Eu sempre gostei de me inteirar nas questões políticas do Conselho. Sempre procurei ouvir e aprender o máximo que podia com meu pai, e me doía saber o quanto maculávamos o mundo dos humanos sem que eles se dessem conta, pelas mãos dos Hakkinen. Dentro de minha casa, meu maior inimigo era meu irmão. Dentro de minha existência, meu maior inimigo era Carl. Não havia muitas escolhas positivas, eu pensava naquele momento, mas isso estava muito longe dos pensamentos da minha irmã quando ela prosseguiu no seu modo despachado:
— Ah, que nada, Lise! — Fitou-me maliciosa. — Foi um beijo maravilhoso, molhado e intenso — ela gargalhou. — Lá no calabouço.
— No calabouço? — eu me surpreendi. Aquele lugar me dá arrepios, as histórias que papai me contou sobre a Inquisição davam conta que na nossa ausência o castelo foi usado para prender vampiros caçados pelos humanos e condenados à morte por eles. Seu Inquisidor era, na realidade, o Conselho. A morte? Queimado na fogueira, não há melhor forma de se matar um vampiro ou imortal de segunda classe. Nós, entretanto, só morremos se a ligação entre nosso cérebro e coração for interrompida bruscamente. Separe nosso corpo da cabeça, é o modo mais rápido e seguro.
Então, eu não entendia como um lugar assim, manchado do horror de nossos semelhantes, podia servir de abrigo para o encontro daqueles dois... mas, pensando bem, o Augustus sempre teve gostos esquisitos. Eu evitei pensar nos horrores que aquilo me trazia à mente, como, por exemplo, a minha fuga de Pest há dois mil e trezentos anos. Os gritos daquelas pessoas atacadas por renegados, e o que antes era apenas uma suposição se mostrava agora real, Hakkinen estava por trás de tudo. Com um suspiro, emendei em seguida:
— Está brincando?
— Não... — Ela mexeu no cordão ao redor do pescoço de onde pendia uma opala em forma de Lótus. — Eu não brinco com um beijo daquele. Não mesmo! — Encarou-me cínica e completou: — E você sabe, ele é noivo da Sophie. Não há realmente algo sério entre nós dois, mas eu gosto de estar com ele. E, além do mais, aproveitar minha imortalidade me é imprescindível — piscou-me o olho enquanto gargalhava.

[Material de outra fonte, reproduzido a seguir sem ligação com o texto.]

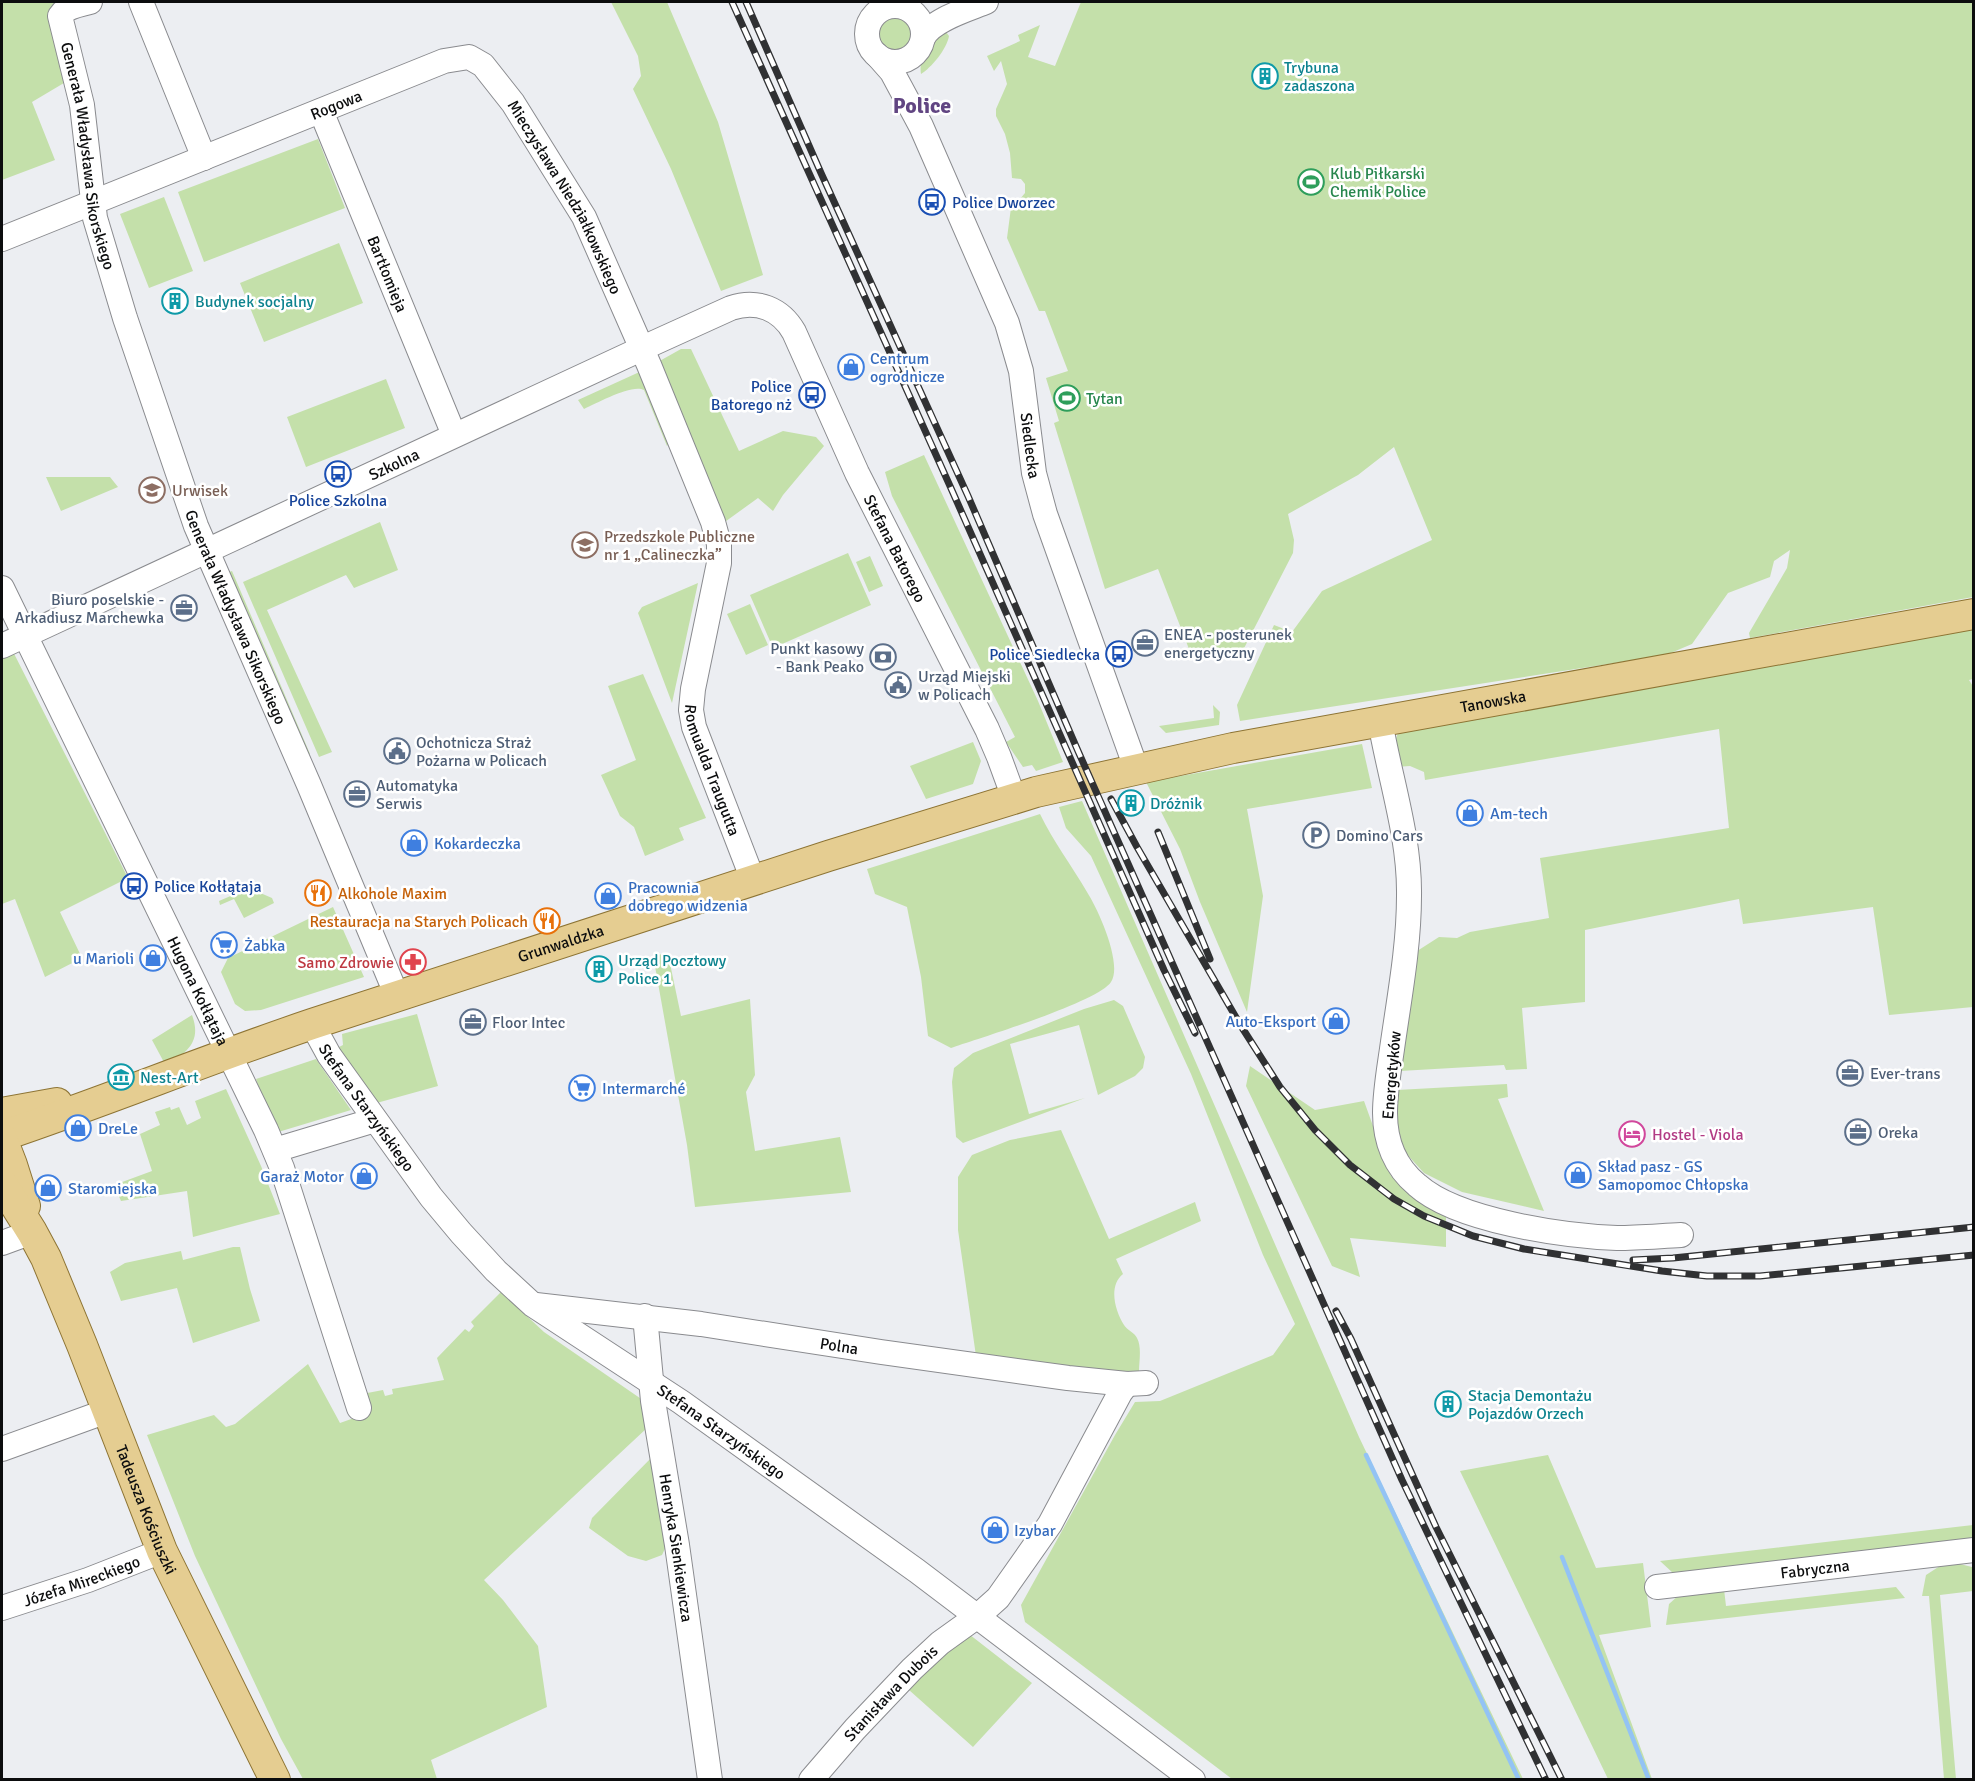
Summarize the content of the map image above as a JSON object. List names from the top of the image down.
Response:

Eu não consegui me impedir de rir da cara dela. Meus medos se perderam nas risadas de Inês. Eu percebia que nós éramos muito parecidas em muitas coisas...
...xxx...
— Edmund — a voz soou atrás dele, no corredor, fazendo seu olhar perscrutar o dela.

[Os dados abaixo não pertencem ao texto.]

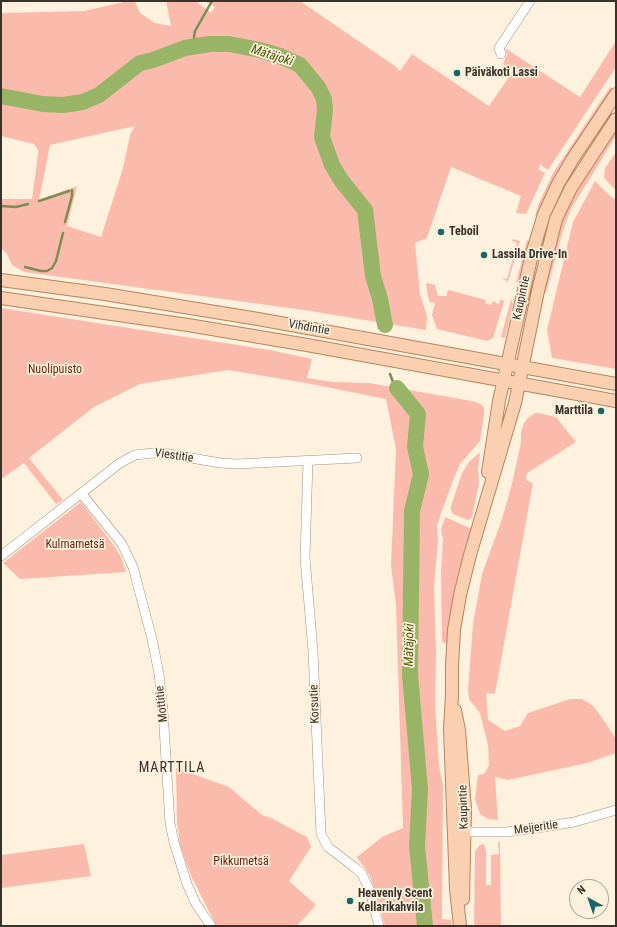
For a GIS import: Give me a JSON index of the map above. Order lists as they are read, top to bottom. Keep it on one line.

— O que houve Sophie? — Ele lhe sorriu, voltando-se para a irmã.
— Desculpe-me... — Ela se inclinou e esticou-lhe as mãos, onde um pequeno embrulho jazia sob fitas vermelhas. — Feliz Natal! — Girou nos calcanhares no mesmo minuto em que Edmund tomava o presente entre os dedos. Num gesto também rápido, ele segurou o pulso dela e respondeu com um sorriso:
— Obrigado, Sophie.
Os olhos dela arregalaram de susto, eu podia ver pela fresta da porta que eu não tive coragem de abrir. Aquela cena aliada ao olhar do ano anterior, que eu presenciara, fazia meu sangue acelerar. Sentia que havia algo mais ali e minhas pernas não se moviam. Nenhuma parte do meu corpo me obedecia e meu cérebro teimava em registrar aquela imagem com uma avidez incrível.

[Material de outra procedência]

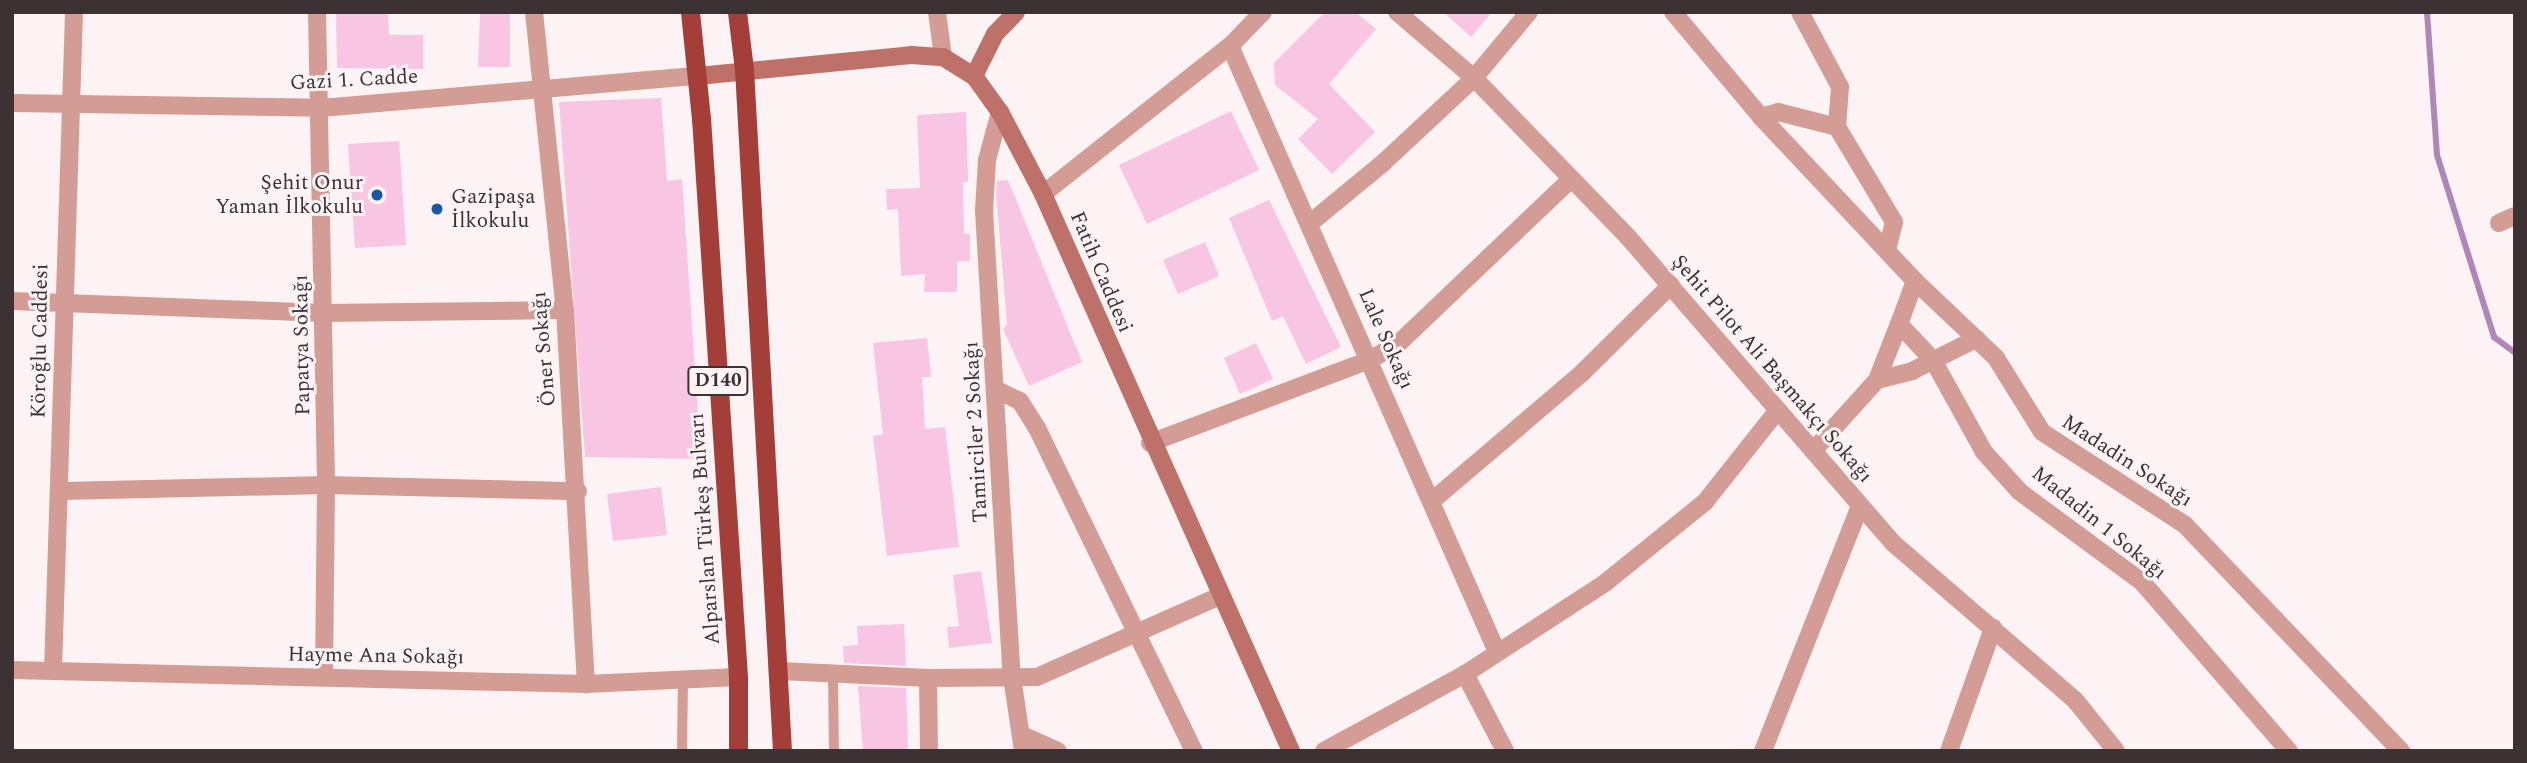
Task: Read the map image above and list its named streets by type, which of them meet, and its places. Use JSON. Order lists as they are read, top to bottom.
{
  "streets": {
    "highway": ["D140", "Alparslan Türkeş Bulvarı"],
    "main road": ["Fatih Caddesi"],
    "street": [
      "Gazi 1. Cadde",
      "Lale Sokağı",
      "Köroğlu Caddesi",
      "Papatya Sokağı",
      "Öner Sokağı",
      "Şehit Pilot Ali Başmakçı Sokağı",
      "Tamirciler 2 Sokağı",
      "Madadin Sokağı",
      "Madadin 1 Sokağı",
      "Hayme Ana Sokağı"
    ]
  },
  "crossings": [
    ["Gazi 1. Cadde", "Fatih Caddesi"],
    ["Gazi 1. Cadde", "Köroğlu Caddesi"],
    ["Gazi 1. Cadde", "Papatya Sokağı"],
    ["Gazi 1. Cadde", "Öner Sokağı"],
    ["Gazi 1. Cadde", "Alparslan Türkeş Bulvarı"],
    ["Fatih Caddesi", "D140"],
    ["Fatih Caddesi", "Tamirciler 2 Sokağı"],
    ["Fatih Caddesi", "Alparslan Türkeş Bulvarı"],
    ["Köroğlu Caddesi", "Hayme Ana Sokağı"],
    ["Papatya Sokağı", "Hayme Ana Sokağı"],
    ["Öner Sokağı", "Hayme Ana Sokağı"],
    ["Alparslan Türkeş Bulvarı", "Hayme Ana Sokağı"]
  ],
  "places": ["Şehit Onur Yaman İlkokulu", "Gazipaşa İlkokulu"]
}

Ainda o vi retribuir-lhe o Feliz Natal, antes de obrigar-me a fechar a porta e me acalmar. Não queria estragar minha semana perfeita com Edmund naquele inverno. Não com coisas que estavam só na minha mente, disse para mim mesma. Precisava acreditar nisso com todas as minhas forças, porque tinha certeza que para ele isso era desconhecido, e assim deveria ser para mim também. Fechei os olhos, tentando afastar Sophie dos meus pensamentos.
... xxx...
Minhas mãos estavam mais frias do que de costume. Em meus três anos de namoro com Edmund, aquela era a primeira vez que, mesmo livre da presença de Victor, eu tinha todos meus sentidos em alerta. Mais ainda do que o cheiro do sangue dele costumava me deixar.
— Sua mão está tão fria — ele observou ao tomá-la entre a sua enquanto descíamos uma escadaria enorme. Meu pé falseou no primeiro degrau quando percebi que já passara por ali.
— Edmund, onde estamos indo? — indaguei quando a escuridão se avolumou a nossa volta. — Tudo aqui parece tão mais frio — confidenciei ao arrepiar.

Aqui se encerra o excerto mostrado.